**Task item**
All entries must be repeated exactly; do not include the pictures.

**Records to use**
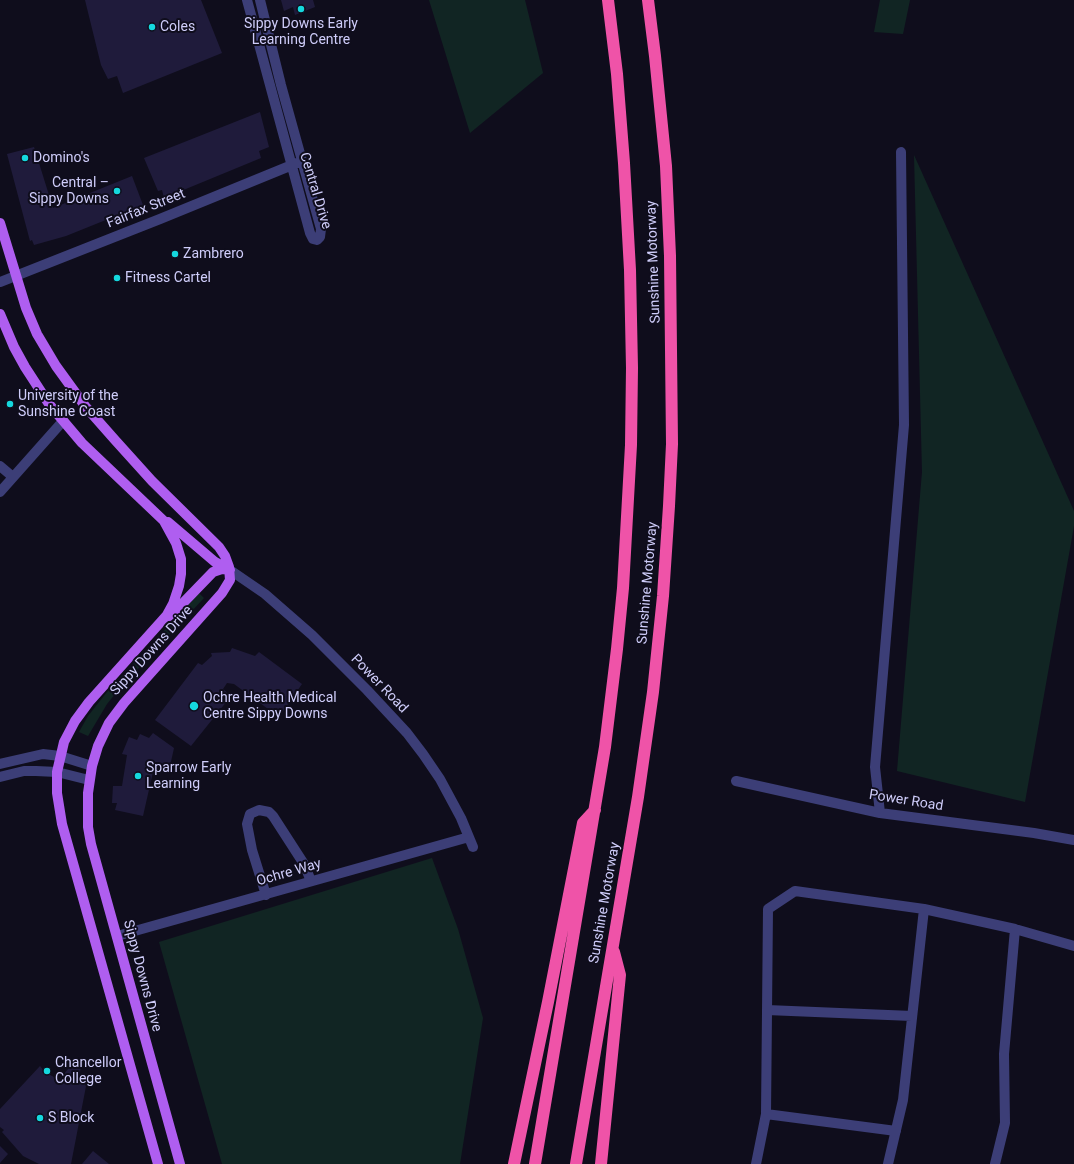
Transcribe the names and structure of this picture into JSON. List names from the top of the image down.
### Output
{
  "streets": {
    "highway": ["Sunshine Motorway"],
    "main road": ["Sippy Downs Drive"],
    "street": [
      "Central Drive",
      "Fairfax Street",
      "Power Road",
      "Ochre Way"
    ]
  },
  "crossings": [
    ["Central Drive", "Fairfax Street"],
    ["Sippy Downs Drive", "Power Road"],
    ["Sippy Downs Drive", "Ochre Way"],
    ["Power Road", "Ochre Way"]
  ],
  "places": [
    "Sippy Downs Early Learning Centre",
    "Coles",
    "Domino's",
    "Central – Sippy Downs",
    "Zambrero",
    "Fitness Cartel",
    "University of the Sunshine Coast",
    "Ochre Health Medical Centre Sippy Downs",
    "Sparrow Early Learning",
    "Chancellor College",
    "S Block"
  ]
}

**Response below**
Transcribe the names and structure of this picture into JSON. List names from the top of the image down.
### Output
{
  "streets": {
    "highway": ["Sunshine Motorway"],
    "main road": ["Sippy Downs Drive"],
    "street": [
      "Central Drive",
      "Fairfax Street",
      "Power Road",
      "Ochre Way"
    ]
  },
  "crossings": [
    ["Central Drive", "Fairfax Street"],
    ["Sippy Downs Drive", "Power Road"],
    ["Sippy Downs Drive", "Ochre Way"],
    ["Power Road", "Ochre Way"]
  ],
  "places": [
    "Sippy Downs Early Learning Centre",
    "Coles",
    "Domino's",
    "Central – Sippy Downs",
    "Zambrero",
    "Fitness Cartel",
    "University of the Sunshine Coast",
    "Ochre Health Medical Centre Sippy Downs",
    "Sparrow Early Learning",
    "Chancellor College",
    "S Block"
  ]
}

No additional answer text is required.